Nadezhda Viktorovna accueillit sa belle-fille et son petit-fils dans son appartement, aménageant un coin douillet décoré de ballons. Elle expliqua qu’elle avait parlé à son fils. Makar avait déclaré que l’enfant ne l’intéressait pas, qu’il ne voulait pas être père, et qu’il était prêt à divorcer à condition de ne pas avoir à verser de pension.
— Mais ne te laisse pas avoir, Larochka. Qu’il paie chaque centime ! Il dépensera pour sa maîtresse, et toi tu galèreras. Je serai là pour t’aider. Nous devons trouver un bon avocat.
Larissa pensa à Anton, qui travaillait dans un cabinet d’avocats. Même s’il ne traitait pas les divorces, il pourrait recommander quelqu’un.
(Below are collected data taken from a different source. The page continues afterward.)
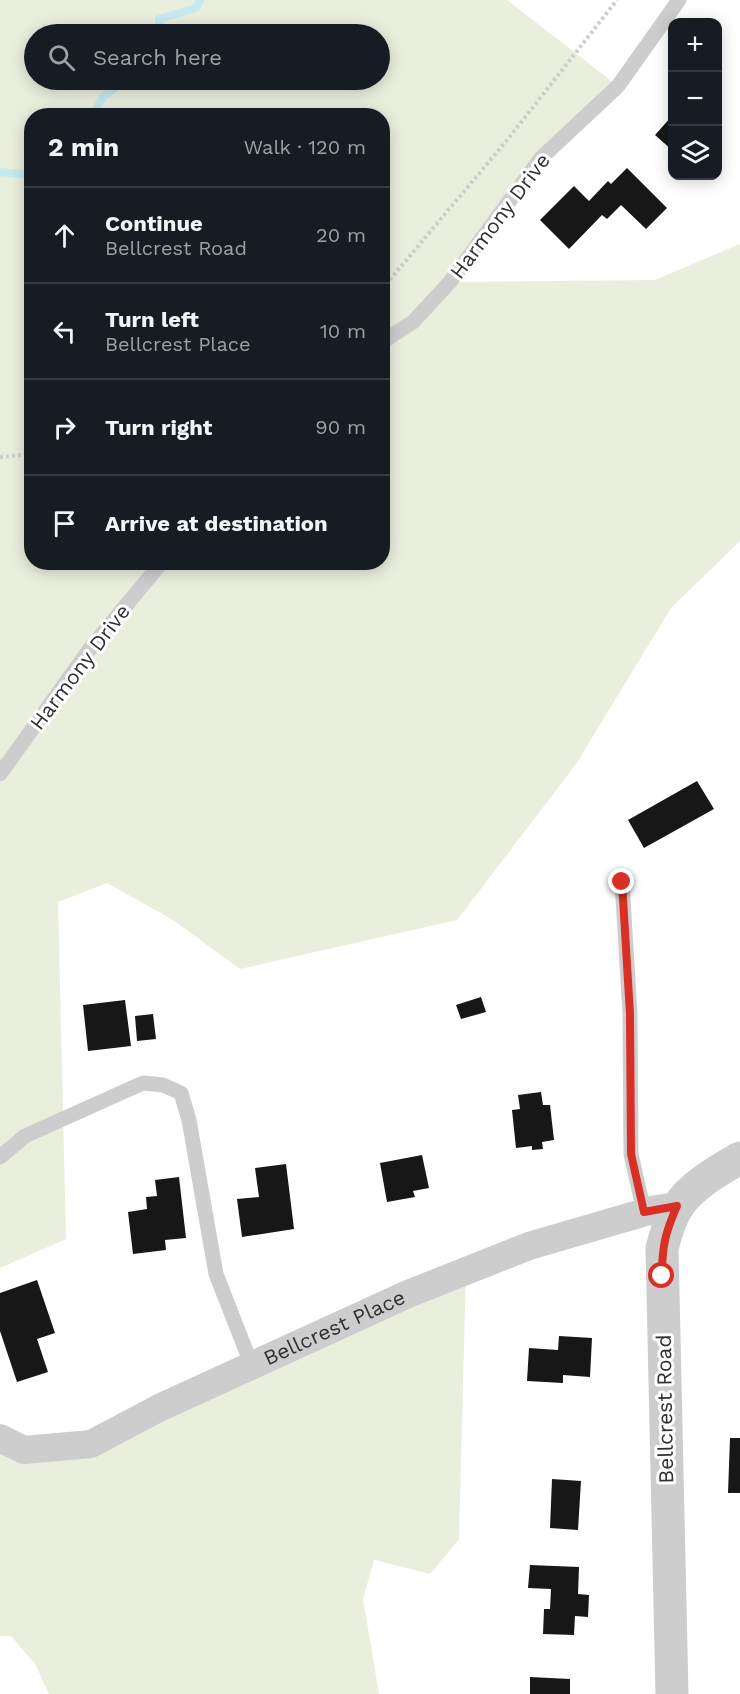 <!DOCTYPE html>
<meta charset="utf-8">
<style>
:root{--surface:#171b24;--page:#242831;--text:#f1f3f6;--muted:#9ea1a6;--line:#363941}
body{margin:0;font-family:"Work Sans",sans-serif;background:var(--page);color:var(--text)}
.controls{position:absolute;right:18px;top:18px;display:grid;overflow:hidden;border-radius:12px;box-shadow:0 3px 15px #0003}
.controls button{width:54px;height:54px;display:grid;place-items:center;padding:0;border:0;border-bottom:2px solid var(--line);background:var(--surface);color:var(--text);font:30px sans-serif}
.stop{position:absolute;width:18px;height:18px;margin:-14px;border:4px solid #d93025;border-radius:50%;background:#fff}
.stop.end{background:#d93025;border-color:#fff;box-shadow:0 2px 6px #0008}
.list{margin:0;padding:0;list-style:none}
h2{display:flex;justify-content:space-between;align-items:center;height:78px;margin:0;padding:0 24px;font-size:26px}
h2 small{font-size:20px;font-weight:400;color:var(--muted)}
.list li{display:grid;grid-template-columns:39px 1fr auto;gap:18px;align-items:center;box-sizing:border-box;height:96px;padding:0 24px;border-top:2px solid var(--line)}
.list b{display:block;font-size:22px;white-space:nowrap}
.list p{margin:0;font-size:20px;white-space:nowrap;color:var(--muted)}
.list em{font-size:20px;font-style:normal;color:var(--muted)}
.icon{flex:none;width:33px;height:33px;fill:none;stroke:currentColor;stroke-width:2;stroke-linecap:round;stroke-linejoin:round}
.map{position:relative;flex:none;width:740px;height:1694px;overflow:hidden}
.search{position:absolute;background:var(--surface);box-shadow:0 3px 15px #0003;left:24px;top:24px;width:366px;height:66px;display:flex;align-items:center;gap:15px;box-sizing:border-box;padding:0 21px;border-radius:33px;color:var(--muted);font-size:22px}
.panel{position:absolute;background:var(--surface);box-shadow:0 3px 15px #0003;left:24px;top:108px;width:366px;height:462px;border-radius:24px}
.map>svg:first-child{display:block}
.green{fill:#eaeedd;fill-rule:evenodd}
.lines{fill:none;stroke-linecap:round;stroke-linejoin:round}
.stream{stroke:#c7e9f0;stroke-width:8}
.building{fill:#171717}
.path{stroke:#cdcdcd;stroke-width:4;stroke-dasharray:3 3;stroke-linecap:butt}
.service{stroke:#cdcdcd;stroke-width:15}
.minor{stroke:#cdcdcd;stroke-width:28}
.tertiary{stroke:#cdcdcd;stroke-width:33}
.route{stroke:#d93025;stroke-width:8}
.labels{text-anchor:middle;stroke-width:6;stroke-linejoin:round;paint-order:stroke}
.street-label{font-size:21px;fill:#303030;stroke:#fff}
</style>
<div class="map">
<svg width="740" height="1694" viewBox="0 0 740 1694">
<rect width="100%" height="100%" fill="#fff"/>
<path class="green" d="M0,0H507L618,86L541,158L450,282L655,280L740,244V541L671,608L576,764L457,920L240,969L173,920L107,883L58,902L66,1239L0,1268ZM34,34H380V80H34ZM32,116H382V562H32Z
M466,1270L459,1539L430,1574L374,1560L363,1599L379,1694H49L35,1664L11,1636H0V1438L91,1444Z"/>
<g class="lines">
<path class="stream" d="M160,34L159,19L196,8L200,0
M92,116L103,97L125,80
M0,172L32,175"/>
</g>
<path class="building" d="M672,116V150L655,135Z
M627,168L667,208L646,229L621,205L607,219L602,215L569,249L540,220L574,186L589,201L608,181L611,184Z
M697,781L714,809L644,848L628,820Z
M481,997L486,1012L461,1019L456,1005Z
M125,1000L131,1046L88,1051L83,1005Z
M153,1014L156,1039L137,1041L135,1016Z
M541,1092L543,1105H550L554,1140L542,1142L543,1149L532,1150V1146L516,1148L512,1110L520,1109L518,1095Z
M422,1155L429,1188L413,1191L415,1197L387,1202L380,1163Z
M286,1164L294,1229L242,1237L237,1199L259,1197L255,1168Z
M179,1177L186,1238L165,1240L166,1250L133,1254L128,1212L147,1209L146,1197L157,1196L155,1180Z
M37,1280L55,1333L37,1339L48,1372L17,1382L0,1331V1293Z
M559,1336L592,1338L590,1377L563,1375V1383L527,1381L529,1348L558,1350Z
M730,1438H740V1493H728Z
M552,1479L581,1481L578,1530L550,1528Z
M530,1565L579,1567L578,1594L589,1595L588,1617L575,1616L574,1635L543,1634L544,1609H550L551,1589L528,1588Z
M530,1677L570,1679V1694H530Z"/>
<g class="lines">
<path class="path" d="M382,289L508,139L617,0
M0,457L32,454"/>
<path class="service" d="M382,342L413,322L450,282L541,158L618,86L679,0
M0,774L89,650L162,562
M622,882L630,1014L631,1154L644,1212
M0,1157L25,1136L143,1083L163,1085L181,1093L189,1120L216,1274L252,1366"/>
<path class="minor" id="s1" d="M0,1438L24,1450L91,1444L159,1408L408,1294L529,1246L656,1209L677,1206"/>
<path class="tertiary" d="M672,1694L662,1248C666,1235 669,1220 677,1208C689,1187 719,1170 740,1158"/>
</g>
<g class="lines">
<path class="route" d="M622,882L630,1014L631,1154L644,1212L677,1206C665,1233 662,1247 662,1276"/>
</g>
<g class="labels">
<g class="street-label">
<text transform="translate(500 216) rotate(-53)" y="7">Harmony Drive</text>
<text transform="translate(80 667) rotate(-53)" y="7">Harmony Drive</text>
<text dy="7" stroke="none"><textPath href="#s1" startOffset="364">Bellcrest Place</textPath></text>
<text transform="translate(665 1409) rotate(-91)" y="7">Bellcrest Road</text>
</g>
</g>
</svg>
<div class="controls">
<button>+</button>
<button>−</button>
<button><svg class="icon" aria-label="layers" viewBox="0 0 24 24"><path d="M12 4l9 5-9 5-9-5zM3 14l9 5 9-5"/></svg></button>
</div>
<div class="stop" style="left:662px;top:1276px"></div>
<div class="stop end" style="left:622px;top:882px"></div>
<div class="search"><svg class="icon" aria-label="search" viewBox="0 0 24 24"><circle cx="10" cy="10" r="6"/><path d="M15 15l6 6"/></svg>Search here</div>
<section class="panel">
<h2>2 min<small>Walk · 120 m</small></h2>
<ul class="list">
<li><svg class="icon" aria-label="ahead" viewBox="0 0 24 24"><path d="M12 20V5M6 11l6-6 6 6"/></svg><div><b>Continue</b><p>Bellcrest Road</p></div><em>20 m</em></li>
<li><svg class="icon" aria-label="left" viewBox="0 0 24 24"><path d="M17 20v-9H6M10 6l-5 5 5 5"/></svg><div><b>Turn left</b><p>Bellcrest Place</p></div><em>10 m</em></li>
<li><svg class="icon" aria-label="right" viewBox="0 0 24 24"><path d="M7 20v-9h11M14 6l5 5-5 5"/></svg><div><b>Turn right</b></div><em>90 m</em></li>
<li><svg class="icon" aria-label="arrive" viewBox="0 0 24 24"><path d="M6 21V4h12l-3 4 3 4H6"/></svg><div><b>Arrive at destination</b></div></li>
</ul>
</section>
</div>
Elle contacta son ancien ami.
— Anton, je sais que tu peux refuser, tu es ami avec Makar, mais je n’ai personne d’autre.
— Nous ne sommes plus amis. Je ne sais pas ce qui lui arrive, mais il a dépassé les bornes. J’ai coupé les ponts. Je refuse d’aider quelqu’un qui a perdu toute morale.
Makar perdait ses proches : amis, famille. Même sa mère, confrontée à son indifférence, avait pris parti pour Larissa et s’engageait à les aider.
Makar ne s’intéressait plus à son enfant. Larissa se souvenait de sa joie lors de l’annonce de la grossesse. Mais un nouveau cercle d’amis l’avait changé, le poussant vers des habitudes dangereuses. Il était doux, influençable, mais quelqu’un l’avait détourné.
Anton prit en charge le divorce. Le processus fut long : Makar refusait la pension et niait sa paternité. Après trois mois, la décision fut rendue en faveur de Larissa et de son fils.
Nadezhda Viktorovna aidait Larissa, qui reprit le travail après quelques mois. Leur vie n’était pas aisée, mais suffisante. Larissa ne s’attendait pas à tant de soutien de sa belle-mère. Elle passa beaucoup de temps avec Anton, promenant leur fils dans le parc, parlant de tout. Leur complicité grandit, dépassant peu à peu l’amitié.
Anton exprima clairement ses sentiments, promettant d’aimer et de protéger Larissa et Olezhka. Quand le petit eut un an, Larissa accepta d’emménager avec lui. Elle savait qu’elle ne pourrait pas trouver un meilleur père pour son fils.
Anton apprit que Makar avait sombré dans la drogue et avait été arrêté. Larissa s’inquiétait pour son ex-mari, malgré tout ce qui s’était passé. Elle regrettait la vie gâchée de cet homme autrefois tendre.
Anton et Larissa se marièrent. Olezhka appela Anton “papa”, son premier mot. L’homme était comblé, surtout en apprenant que Larissa attendait un autre enfant. Makar, lui, n’avait jamais repris contact. Il vivait dans un monde à part, entouré de mauvaises influences. Deux ans et demi plus tard, il mourut. Son appartement fut revendiqué par sa mère et son fils. Sa maîtresse, jamais devenue sa femme, tenta de contester, mais en vain. Nadezhda Viktorovna céda sa part à Larissa, espérant qu’elle vendrait ce lieu chargé de souvenirs négatifs pour offrir un nouveau foyer à son petit-fils.